To make it easy: having a generic function f, I want to approximate it with the function:


Being sure that I found the A and B which minimize the global error between f and f' (where f' is the linear approximation of f). 

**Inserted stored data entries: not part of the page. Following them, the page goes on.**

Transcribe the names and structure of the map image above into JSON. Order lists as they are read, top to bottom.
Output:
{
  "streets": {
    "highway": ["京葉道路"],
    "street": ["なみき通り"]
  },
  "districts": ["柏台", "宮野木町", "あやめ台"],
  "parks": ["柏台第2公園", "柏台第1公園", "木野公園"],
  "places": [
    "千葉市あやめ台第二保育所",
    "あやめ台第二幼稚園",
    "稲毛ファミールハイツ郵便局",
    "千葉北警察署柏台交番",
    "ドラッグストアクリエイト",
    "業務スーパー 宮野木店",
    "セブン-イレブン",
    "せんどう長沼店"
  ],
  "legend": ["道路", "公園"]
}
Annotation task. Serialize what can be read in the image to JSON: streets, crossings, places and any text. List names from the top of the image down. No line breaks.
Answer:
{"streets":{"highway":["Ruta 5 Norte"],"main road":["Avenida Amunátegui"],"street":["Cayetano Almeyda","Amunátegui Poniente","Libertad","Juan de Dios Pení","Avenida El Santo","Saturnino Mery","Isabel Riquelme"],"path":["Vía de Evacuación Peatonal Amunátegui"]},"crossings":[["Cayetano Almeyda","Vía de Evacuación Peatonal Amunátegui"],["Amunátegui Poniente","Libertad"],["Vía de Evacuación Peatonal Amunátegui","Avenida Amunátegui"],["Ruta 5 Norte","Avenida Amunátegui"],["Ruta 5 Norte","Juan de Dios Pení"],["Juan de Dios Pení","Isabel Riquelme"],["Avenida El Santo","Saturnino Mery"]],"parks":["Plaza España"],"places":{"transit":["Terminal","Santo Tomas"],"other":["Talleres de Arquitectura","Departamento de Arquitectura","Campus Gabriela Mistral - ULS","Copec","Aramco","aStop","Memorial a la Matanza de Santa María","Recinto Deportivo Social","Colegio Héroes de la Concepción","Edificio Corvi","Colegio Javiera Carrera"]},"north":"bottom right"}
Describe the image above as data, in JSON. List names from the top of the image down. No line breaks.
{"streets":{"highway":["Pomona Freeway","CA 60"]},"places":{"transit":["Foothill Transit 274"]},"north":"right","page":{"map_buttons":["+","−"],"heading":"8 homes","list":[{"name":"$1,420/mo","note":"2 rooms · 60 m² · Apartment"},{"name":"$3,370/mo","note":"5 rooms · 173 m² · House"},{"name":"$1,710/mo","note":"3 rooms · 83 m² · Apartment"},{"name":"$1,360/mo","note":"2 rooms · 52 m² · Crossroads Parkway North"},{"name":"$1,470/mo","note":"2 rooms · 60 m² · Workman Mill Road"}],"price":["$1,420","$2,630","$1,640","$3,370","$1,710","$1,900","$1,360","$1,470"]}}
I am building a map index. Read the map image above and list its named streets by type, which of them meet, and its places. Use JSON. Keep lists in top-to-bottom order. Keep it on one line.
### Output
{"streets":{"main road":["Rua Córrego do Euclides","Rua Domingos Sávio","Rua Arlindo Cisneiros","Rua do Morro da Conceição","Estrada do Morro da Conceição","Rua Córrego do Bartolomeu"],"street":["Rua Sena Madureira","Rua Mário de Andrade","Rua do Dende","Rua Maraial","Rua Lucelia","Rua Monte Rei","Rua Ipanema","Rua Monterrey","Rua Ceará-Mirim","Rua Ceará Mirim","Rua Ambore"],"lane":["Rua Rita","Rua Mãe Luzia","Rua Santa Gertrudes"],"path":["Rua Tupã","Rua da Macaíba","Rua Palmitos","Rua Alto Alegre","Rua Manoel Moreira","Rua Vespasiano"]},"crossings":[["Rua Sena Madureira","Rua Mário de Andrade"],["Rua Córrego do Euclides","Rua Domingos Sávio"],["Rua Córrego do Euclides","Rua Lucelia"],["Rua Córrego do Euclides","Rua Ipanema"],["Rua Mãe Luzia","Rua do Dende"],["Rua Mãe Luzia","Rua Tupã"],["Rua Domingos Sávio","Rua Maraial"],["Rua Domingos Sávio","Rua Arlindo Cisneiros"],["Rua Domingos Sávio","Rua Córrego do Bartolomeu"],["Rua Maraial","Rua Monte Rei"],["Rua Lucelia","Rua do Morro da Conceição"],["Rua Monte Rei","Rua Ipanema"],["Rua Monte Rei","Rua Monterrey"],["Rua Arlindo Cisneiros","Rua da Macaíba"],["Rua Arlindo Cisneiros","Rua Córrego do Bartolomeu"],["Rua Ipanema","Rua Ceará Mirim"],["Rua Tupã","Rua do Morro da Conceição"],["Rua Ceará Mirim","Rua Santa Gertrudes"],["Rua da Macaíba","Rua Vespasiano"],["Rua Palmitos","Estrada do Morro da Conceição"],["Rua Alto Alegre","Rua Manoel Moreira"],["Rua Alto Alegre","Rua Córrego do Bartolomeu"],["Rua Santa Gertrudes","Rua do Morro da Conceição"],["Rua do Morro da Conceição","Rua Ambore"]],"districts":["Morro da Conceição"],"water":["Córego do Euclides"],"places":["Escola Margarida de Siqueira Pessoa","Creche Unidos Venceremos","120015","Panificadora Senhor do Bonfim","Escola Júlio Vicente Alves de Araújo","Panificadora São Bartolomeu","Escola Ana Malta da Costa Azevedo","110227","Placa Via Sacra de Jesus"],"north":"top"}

Let's generate some data: 
 create table zzz_some_data as   
  SELECT    
    'X' groupid,   
    level x,    
    exp(level/10) + sin(level/10 *3.14) + dbms_random.value(0,1) y   
   FROM DUAL   
   CONNECT BY LEVEL <= 20   
 union all   
  SELECT    
    'Y' groupid,   
    level x,    
    exp(level/10) + Cos(level/10 *3.14) + dbms_random.value(0,1) y  
   FROM DUAL   
   CONNECT BY LEVEL <= 20;  

As you can see there is a random factor. At the bottom of the tutorial, you can find the exact data generated. 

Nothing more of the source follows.